Authentication is how your app answers one question: is this person who they claim to be? There are four building blocks you'll meet, and most of the trouble comes from mixing them up or wiring one of them incorrectly. Get the model straight first, then the details fall into place.
- OAuth 2.1 / OIDC handles delegated auth. The user proves their identity to an identity provider, and your app receives an assertion that they did.
- Passkeys / WebAuthn are passwordless and phishing-resistant, built on public-key cryptography.
- JWTs are a token format for carrying claims.

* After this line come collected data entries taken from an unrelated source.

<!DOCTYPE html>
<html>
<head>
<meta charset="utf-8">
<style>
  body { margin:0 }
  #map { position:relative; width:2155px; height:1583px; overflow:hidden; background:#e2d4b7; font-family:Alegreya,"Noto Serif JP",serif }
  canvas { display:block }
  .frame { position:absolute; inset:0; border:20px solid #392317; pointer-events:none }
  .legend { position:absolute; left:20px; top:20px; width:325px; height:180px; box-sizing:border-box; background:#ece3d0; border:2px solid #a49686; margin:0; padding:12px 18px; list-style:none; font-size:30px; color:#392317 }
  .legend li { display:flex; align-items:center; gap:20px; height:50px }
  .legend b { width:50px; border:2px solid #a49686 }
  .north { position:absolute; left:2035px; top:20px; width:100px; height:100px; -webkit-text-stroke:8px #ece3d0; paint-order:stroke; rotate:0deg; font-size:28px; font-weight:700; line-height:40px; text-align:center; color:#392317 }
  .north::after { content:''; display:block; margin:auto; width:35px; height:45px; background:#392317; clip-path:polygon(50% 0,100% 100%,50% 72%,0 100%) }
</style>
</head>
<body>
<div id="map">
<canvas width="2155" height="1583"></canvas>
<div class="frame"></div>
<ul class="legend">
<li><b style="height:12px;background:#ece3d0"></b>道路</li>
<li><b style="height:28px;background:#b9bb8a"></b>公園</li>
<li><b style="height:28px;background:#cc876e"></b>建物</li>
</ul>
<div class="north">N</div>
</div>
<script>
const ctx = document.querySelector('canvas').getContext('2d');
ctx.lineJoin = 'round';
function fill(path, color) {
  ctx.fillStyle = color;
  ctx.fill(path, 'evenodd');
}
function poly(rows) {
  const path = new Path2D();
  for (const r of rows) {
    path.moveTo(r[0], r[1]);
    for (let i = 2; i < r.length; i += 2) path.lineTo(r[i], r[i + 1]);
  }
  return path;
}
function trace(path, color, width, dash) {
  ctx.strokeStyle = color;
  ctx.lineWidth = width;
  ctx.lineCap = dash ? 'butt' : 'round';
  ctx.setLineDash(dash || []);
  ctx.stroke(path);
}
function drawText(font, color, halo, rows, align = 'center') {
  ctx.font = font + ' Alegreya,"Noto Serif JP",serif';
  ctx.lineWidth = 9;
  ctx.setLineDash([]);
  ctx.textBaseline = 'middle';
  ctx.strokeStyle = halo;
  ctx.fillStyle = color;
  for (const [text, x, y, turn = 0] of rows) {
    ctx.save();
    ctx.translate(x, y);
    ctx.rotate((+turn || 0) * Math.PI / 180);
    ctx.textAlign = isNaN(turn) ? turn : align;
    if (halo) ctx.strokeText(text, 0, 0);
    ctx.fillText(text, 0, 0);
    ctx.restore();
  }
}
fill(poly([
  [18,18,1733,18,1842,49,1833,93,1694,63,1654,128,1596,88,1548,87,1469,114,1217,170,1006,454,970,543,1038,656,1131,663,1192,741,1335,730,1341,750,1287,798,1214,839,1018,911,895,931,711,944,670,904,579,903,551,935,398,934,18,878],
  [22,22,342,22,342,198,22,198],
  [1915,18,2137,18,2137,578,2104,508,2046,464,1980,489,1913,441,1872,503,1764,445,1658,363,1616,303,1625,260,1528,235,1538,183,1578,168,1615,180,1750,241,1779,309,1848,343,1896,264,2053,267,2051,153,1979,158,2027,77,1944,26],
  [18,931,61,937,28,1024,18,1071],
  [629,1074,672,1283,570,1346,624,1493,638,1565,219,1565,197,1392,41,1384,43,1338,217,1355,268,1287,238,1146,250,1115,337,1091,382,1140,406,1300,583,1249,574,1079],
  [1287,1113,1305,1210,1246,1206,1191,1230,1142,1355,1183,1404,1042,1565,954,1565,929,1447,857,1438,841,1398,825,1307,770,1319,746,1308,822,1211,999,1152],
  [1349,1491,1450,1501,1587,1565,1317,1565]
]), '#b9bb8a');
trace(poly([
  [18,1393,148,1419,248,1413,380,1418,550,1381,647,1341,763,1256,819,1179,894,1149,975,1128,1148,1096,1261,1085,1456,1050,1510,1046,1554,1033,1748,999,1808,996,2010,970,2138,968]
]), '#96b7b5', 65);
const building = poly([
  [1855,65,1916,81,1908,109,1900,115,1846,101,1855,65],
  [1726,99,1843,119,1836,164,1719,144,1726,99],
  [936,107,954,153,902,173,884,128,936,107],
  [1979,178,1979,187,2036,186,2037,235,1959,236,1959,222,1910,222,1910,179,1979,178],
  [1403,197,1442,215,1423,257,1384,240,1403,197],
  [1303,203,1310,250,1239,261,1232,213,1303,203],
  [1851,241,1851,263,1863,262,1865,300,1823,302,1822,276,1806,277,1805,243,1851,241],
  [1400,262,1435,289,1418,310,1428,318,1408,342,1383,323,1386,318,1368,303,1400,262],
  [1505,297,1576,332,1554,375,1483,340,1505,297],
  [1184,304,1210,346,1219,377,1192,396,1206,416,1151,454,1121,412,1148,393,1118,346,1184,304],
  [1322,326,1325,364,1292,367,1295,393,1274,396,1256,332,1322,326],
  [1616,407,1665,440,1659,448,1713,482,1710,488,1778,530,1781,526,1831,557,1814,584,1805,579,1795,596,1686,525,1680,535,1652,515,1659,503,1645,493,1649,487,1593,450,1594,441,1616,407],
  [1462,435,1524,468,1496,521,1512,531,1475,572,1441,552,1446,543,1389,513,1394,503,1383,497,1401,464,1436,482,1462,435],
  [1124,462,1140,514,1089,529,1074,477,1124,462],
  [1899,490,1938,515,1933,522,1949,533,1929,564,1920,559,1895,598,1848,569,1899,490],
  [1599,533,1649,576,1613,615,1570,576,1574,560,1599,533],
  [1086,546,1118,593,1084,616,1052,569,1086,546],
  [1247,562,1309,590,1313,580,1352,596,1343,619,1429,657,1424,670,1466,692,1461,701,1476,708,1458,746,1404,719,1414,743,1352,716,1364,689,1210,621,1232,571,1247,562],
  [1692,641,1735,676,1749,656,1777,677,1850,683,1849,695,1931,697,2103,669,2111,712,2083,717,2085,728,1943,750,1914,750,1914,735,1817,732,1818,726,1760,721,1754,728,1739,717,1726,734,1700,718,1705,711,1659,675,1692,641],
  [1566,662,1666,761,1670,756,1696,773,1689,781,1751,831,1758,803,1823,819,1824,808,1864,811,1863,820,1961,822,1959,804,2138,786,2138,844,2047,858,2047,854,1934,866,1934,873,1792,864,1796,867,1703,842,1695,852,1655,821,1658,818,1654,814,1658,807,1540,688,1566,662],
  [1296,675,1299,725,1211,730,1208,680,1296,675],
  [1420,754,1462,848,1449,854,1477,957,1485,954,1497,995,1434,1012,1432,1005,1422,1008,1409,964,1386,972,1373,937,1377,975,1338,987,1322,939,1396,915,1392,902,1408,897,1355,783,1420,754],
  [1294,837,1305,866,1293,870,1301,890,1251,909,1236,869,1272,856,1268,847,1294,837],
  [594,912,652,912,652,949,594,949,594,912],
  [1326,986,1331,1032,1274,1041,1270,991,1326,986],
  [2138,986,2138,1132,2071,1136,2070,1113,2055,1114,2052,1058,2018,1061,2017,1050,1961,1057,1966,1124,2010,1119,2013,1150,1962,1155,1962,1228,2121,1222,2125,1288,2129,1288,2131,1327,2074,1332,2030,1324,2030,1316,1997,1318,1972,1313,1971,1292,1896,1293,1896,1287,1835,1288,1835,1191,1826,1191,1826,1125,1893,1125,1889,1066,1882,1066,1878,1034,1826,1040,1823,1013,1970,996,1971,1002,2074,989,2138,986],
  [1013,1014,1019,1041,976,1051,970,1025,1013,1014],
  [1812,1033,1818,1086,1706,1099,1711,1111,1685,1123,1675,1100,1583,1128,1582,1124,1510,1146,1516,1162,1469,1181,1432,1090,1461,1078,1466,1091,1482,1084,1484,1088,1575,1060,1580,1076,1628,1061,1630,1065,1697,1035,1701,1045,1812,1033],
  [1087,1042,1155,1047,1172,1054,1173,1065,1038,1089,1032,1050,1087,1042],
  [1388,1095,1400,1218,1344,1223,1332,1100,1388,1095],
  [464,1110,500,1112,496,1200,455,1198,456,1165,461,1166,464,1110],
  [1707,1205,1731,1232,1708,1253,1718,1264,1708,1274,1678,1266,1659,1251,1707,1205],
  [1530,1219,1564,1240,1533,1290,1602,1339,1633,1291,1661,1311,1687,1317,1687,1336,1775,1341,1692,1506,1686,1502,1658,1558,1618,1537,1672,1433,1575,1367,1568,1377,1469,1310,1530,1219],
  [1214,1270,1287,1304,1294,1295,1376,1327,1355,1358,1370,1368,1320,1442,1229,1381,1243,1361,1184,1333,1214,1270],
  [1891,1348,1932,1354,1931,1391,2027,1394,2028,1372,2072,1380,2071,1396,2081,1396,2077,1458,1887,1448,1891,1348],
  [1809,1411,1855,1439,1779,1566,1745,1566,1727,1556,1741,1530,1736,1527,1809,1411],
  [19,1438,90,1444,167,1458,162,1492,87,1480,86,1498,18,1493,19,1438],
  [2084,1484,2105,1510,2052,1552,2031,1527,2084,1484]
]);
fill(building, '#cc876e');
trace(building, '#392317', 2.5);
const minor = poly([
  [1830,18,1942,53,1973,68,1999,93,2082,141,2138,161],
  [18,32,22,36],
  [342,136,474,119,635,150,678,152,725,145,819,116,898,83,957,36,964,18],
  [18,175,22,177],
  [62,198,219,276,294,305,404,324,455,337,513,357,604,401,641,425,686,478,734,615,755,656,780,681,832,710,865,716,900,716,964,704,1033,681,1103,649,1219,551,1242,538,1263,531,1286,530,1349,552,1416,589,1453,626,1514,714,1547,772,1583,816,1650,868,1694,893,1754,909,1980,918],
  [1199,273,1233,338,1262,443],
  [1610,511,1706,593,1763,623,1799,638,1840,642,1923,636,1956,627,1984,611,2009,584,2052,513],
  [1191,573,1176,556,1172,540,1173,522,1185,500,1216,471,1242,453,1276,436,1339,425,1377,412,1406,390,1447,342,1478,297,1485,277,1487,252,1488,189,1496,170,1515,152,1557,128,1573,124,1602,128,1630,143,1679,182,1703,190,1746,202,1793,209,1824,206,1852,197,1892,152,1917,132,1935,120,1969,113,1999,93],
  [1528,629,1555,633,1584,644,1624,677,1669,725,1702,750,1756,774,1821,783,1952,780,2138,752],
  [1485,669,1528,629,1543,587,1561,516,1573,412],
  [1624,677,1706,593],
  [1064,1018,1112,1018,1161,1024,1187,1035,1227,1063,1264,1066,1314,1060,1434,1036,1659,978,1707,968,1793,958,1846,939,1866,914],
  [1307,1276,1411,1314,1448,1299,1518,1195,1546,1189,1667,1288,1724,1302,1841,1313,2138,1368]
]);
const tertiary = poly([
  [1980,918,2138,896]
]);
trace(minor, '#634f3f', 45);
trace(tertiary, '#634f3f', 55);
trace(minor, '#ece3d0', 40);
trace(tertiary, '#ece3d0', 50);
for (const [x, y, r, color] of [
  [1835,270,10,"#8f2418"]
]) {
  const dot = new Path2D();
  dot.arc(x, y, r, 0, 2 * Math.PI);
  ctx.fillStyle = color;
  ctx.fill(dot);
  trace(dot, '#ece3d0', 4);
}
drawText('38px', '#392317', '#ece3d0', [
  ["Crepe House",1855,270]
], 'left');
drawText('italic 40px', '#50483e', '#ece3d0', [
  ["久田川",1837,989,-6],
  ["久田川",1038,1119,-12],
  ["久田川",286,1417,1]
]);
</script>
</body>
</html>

A building block, not a protocol on their own.
- Session cookies are the original approach, and still a perfectly good one.
OAuth 2.1
OAuth 2.1 is essentially OAuth 2.0 with the known-bad parts removed and the good practices made mandatory:
- Authorisation Code plus PKCE is required for every client. The implicit flow is gone.
- Refresh tokens rotate, one use each.
- The password grant is gone.
The mistakes cluster in predictable places:
- Open redirect through
redirect_uri. Register exact URIs. No wildcards. - A missing
stateparameter. It's your CSRF defence on the callback. Generate it randomly and validate it on return. - Tokens leaking via the referrer header. Set
Referrer-Policy: no-referrer. - Tokens in
localStorage, where any XSS can read them. UseHttpOnlycookies or a backend-for-frontend instead.
Passkeys
Passkeys are worth understanding because they remove an entire category of attack. The flow is two halves:
- Registration. The device generates a key pair, sends the public key to your server, and keeps the private key locked to the device.
- Authentication. The server sends a challenge, the device signs it, the server verifies the signature.
Why it matters: the credential is bound to your origin, so phishing doesn't work. Every site gets a unique credential, so reuse doesn't exist. And a breach of your server yields nothing useful, because you only ever stored public keys.
Two things to plan for: support passwords through the transition, and design account recovery up front (backup codes, trusted contacts) so a lost device isn't a lost account.
JWTs
A JWT is signed JSON in three parts: header.payload.signature. The failure modes are well known and worth memorising.
Algorithm confusion. If your verification trusts the alg field from the token itself, an attacker sets alg: none or signs with your public key. Pin the algorithm:
const { payload } = await jwtVerify(token, publicKey, {
algorithms: ["RS256"],
});
No expiry. Set a short one. Minutes, for access tokens.
Secrets in the payload. The payload is Base64-encoded, not encrypted. Anyone can read it.
No way to revoke. JWTs are stateless by design. If you need instant revocation, you need short-lived tokens backed by server-side state.
Session cookies
The server creates a session, hands the browser a session ID as a cookie, and the browser returns it on every request. Three flags do the heavy lifting:
| Flag | Purpose |
|---|---|
HttpOnly | JavaScript can't read it |
Secure | Sent over HTTPS only |
SameSite=Lax | Mitigates CSRF |
Which approach fits which app:
| Scenario | Reach for |
|---|---|
| Traditional server-rendered app | Session cookies |
| SPA with a same-origin API | Session cookies or a BFF |
| SPA calling third-party APIs | JWT |
| Microservices | Short-lived JWT |
| Instant revocation required | Server-side sessions |
Add MFA on top
Whatever you choose, layer multi-factor on it.
- TOTP (Authy, Google Authenticator) is easy and widely supported.
- WebAuthn / FIDO2 hardware keys are the strongest, and phishing-resistant.
- SMS and email are weak to SIM swapping. Keep them as a fallback, not a primary factor.
And don't stop at the login screen. Require step-up auth for sensitive operations too, so stealing a session isn't the same as owning the account.